Referring still to FIG. 1, an electronic measuring and calculating circuit is generally indicated by the reference numeral 32 and includes a computer 34 such as sold by Hewlett-Packard, Model No. 9807A (Integral Personal Computer). The computer 34 includes a program source code 36, data storage 38, an operator interface 40, a screen display 42, and a printer 44. A field input pre-processor 46 is connected between the computer 34 for acquiring data relating to the drilling fluid such as a gas analyzer 47 which is connected to the gas extracter 30, a depth and drilling rate input from a rig depth and rate of penetration measuring device 50, and a pump pressure from a pumping pressure sensor 54, which in turn is connected to the output of the mud pumps. Therefore, the circuit 32 measures the pressure at the output of the mud pumps, uses the relationship between the pump pressure and annulus flow velocity for computing the lag and thus the depth at which the surface mud measurements originated.
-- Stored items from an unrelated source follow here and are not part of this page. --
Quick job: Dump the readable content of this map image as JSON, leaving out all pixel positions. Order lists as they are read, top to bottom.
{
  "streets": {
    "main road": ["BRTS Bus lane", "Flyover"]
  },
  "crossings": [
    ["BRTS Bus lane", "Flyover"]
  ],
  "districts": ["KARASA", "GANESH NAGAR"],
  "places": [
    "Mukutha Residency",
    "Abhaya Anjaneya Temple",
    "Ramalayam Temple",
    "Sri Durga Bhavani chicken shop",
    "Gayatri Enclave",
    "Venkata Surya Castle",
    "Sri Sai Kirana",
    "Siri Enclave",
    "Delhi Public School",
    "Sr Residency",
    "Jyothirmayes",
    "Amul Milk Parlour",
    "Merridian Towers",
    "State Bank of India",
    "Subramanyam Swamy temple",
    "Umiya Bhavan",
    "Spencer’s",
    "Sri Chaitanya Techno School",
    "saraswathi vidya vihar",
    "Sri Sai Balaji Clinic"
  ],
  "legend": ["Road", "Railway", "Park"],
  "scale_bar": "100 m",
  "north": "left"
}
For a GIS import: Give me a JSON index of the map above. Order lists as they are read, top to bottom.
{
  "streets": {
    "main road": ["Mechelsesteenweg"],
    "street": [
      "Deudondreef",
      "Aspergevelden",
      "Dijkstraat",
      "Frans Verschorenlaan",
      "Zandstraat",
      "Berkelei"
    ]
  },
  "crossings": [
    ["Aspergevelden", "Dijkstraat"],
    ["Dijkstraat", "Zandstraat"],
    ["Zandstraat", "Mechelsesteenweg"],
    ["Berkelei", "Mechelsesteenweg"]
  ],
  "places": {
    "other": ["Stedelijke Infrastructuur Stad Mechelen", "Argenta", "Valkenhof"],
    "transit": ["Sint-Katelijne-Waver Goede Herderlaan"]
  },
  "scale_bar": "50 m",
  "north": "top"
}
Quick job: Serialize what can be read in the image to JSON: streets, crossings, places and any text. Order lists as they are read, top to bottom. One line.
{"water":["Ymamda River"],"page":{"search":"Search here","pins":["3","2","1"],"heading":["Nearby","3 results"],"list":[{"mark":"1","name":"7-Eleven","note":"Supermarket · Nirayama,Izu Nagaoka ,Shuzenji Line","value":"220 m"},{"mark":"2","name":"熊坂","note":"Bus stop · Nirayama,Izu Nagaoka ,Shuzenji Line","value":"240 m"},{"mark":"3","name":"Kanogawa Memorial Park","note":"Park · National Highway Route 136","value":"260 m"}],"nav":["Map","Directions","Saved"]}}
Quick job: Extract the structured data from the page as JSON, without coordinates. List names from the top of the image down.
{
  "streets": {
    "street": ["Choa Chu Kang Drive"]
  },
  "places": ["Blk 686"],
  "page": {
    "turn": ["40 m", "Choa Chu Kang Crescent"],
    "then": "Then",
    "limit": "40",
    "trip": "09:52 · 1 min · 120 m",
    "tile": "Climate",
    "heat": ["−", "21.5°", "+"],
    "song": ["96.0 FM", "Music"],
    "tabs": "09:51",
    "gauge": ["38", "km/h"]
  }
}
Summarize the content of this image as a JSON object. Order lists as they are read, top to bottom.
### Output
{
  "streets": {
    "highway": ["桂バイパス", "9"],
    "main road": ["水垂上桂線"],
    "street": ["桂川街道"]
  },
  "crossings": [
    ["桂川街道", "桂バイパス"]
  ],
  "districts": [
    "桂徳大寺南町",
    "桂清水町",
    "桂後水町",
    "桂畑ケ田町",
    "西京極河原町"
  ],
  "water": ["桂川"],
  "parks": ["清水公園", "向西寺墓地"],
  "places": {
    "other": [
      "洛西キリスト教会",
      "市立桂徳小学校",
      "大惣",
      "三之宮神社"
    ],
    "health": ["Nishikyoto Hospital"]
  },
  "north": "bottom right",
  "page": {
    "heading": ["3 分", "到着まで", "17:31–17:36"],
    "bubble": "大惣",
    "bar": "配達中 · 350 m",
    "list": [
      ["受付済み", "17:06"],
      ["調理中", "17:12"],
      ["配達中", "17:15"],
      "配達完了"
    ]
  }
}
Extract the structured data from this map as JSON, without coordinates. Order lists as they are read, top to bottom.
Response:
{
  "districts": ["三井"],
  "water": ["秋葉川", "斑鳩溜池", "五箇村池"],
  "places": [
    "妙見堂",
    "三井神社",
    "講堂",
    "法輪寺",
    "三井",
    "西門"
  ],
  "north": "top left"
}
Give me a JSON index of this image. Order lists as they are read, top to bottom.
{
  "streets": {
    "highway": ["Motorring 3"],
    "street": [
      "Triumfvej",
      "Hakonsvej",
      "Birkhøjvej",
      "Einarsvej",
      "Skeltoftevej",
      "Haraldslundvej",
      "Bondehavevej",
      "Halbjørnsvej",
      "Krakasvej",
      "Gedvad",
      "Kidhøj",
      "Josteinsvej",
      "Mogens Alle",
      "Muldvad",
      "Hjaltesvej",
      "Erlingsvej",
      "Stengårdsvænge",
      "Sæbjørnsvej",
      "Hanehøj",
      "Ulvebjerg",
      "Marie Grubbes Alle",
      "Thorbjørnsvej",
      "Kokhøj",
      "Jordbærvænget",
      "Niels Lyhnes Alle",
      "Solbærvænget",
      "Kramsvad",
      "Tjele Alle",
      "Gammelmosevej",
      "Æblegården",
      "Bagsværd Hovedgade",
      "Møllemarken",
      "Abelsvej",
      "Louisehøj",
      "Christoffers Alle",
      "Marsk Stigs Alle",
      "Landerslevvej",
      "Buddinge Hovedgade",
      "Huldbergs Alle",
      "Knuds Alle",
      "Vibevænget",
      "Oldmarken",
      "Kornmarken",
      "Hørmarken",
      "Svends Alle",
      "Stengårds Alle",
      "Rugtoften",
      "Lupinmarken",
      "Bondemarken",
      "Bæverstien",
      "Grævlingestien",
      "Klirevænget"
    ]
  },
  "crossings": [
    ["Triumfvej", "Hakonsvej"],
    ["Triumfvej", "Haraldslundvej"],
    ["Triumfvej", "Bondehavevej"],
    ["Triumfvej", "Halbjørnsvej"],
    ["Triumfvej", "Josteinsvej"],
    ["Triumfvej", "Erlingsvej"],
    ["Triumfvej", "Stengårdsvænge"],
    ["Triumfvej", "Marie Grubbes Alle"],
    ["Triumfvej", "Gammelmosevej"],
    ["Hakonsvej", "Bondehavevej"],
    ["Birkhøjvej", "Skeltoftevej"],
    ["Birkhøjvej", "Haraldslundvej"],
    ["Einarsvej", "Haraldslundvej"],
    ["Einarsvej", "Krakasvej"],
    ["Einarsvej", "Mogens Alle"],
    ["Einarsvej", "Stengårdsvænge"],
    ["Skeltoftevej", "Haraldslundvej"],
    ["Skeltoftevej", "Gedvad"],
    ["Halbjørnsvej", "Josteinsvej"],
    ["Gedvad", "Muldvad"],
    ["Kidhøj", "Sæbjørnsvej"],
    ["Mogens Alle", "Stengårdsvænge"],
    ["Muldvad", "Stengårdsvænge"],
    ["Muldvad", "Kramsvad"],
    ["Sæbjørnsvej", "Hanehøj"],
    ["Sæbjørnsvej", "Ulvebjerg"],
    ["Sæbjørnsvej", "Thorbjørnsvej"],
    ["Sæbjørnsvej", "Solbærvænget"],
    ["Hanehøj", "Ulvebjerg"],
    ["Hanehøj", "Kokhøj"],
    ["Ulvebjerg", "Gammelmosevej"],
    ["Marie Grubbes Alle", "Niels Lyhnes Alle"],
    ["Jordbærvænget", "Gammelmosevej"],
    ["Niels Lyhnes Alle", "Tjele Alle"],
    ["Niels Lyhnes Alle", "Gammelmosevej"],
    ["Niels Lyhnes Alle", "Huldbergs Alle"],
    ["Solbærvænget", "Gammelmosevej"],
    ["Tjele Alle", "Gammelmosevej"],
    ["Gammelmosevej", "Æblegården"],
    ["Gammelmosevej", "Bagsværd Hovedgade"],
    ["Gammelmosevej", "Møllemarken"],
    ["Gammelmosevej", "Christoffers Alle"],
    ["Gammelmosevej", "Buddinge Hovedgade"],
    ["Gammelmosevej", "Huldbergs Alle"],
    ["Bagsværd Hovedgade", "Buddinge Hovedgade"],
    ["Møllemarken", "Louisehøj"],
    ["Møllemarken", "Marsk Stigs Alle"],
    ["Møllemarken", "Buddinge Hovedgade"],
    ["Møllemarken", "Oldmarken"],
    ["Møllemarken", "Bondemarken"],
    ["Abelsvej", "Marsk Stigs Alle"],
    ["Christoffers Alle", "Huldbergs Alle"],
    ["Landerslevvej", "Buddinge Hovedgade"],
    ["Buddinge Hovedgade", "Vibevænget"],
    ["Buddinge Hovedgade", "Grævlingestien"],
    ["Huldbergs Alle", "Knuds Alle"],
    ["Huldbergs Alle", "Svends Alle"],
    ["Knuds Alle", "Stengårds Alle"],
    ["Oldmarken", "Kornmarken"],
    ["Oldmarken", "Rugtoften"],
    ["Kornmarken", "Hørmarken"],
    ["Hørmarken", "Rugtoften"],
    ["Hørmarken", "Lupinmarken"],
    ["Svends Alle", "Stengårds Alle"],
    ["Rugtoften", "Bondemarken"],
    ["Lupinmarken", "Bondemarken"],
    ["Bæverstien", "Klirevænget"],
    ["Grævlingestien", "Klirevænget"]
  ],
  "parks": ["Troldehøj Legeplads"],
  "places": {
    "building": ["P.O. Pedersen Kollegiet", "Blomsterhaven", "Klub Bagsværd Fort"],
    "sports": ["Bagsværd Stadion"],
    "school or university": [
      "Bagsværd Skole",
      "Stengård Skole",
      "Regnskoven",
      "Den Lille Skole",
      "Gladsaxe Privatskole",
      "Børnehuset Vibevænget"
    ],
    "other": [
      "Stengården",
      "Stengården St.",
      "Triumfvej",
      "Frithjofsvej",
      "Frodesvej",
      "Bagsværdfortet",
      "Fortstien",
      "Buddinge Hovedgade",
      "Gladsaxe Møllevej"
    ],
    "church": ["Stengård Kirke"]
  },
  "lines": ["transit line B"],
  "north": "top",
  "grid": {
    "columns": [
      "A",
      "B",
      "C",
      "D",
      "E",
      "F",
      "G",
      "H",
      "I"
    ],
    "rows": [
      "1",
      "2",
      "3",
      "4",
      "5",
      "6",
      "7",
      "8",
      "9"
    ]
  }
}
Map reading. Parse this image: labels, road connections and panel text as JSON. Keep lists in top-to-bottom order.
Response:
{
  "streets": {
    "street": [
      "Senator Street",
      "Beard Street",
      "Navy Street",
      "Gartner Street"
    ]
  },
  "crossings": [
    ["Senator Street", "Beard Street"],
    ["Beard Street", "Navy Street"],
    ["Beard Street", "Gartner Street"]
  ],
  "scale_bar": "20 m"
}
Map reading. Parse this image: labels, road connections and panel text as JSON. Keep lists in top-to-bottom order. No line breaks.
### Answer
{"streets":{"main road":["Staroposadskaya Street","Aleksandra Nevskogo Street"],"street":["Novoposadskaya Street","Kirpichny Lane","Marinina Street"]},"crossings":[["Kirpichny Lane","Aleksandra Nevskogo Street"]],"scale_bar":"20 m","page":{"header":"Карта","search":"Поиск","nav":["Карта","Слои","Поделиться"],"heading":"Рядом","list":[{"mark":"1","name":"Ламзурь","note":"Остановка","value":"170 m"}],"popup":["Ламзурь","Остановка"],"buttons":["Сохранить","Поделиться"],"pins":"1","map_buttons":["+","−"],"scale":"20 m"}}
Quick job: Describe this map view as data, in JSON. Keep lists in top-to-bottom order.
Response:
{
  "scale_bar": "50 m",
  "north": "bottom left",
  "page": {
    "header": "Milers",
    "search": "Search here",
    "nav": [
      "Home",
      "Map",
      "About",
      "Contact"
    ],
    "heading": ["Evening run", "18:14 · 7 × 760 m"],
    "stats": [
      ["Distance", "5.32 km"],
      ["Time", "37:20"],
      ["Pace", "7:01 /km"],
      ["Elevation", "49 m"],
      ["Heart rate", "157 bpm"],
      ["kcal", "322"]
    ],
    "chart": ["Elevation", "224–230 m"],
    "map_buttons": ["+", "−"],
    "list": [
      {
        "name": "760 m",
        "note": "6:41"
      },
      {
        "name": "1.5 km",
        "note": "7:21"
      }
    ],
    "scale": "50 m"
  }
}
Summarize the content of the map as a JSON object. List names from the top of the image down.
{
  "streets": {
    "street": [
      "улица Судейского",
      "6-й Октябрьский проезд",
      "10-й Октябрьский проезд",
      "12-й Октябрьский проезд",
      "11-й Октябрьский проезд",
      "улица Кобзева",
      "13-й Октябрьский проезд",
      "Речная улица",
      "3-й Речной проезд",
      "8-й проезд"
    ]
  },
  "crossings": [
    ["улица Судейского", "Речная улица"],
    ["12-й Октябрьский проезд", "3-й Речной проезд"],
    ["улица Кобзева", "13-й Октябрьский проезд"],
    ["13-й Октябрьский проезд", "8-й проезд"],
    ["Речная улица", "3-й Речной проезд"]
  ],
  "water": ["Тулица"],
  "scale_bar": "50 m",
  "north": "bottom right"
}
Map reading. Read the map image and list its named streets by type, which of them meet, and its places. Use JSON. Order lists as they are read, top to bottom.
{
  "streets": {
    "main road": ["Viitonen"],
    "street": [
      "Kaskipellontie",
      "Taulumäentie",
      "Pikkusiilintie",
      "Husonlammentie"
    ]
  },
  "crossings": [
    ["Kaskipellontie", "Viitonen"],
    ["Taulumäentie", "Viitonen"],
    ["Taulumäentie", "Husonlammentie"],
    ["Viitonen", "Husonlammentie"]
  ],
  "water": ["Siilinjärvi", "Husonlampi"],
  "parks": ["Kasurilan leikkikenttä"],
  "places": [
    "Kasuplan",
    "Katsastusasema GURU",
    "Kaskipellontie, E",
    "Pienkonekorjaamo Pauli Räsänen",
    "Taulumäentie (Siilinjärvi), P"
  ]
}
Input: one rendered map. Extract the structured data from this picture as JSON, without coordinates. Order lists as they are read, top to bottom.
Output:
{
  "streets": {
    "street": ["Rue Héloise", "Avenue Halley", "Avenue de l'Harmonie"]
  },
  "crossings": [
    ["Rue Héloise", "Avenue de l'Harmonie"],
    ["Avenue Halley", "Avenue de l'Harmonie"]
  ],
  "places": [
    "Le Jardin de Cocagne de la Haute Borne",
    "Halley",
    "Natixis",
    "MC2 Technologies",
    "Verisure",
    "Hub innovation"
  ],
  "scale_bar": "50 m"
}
Referring now to FIG. 2, a curve 54 is shown along with a table 56 which is developed for the particular well parameters noted. This information is then loaded into the program of the computer 34 for continuously computing the lag time until well conditions significantly change.
At the beginning of the operation of any particular well, the operator runs an actual lag with a marker as previously described. The number of minutes required to pump from the bit 14 to the surface is ascertained, simultaneously recording the pump speed (strokes/minutes) and the pump pressure (psi) to provide a point 58 on the curve 54. Using the lag minutes and the well depth, he obtains the overall annulus velocity (flow rate in feet/minute). The annular volume is calculated using the observed strokes per minute converted to pump output in gallons/minute multiplied by lag time Then, the mud pumps are manipulated to provide different pump pressure and pump speeds, preferably at two points 60 and 62 above the actual lag check point 58 and two points 64 and 66 below the actual lag check point 58. Using the information collected as to the volume of the bore hole 16 from the actual lag check point 58 and using pump, pipe, and hole capacity tables, along with the observed pressure and speed measurements at points 60, 62, 64 and 66, the flow rate and lag time is calculated at each of the pressure/strokes at each of the points 60, 62, 64 and 68. Now, the graph 54 and the table 56 provide an indication of the lag time and pump pressure over the entire range of pump pressures that may be utilized. This information is loaded into the program of the computer 34 and the computer 34 is enabled to use fluctuating pump pressures from the pressure sensor 54 to track the annulus velocity and the corresponding lag throughout the full range of drilling fluid movement up the annulus 26. Thus, with each one foot drilling interval, the drilling fluid lag is accurately timed to correspond with the gas, fluids and rock analyzed for that drilling interval.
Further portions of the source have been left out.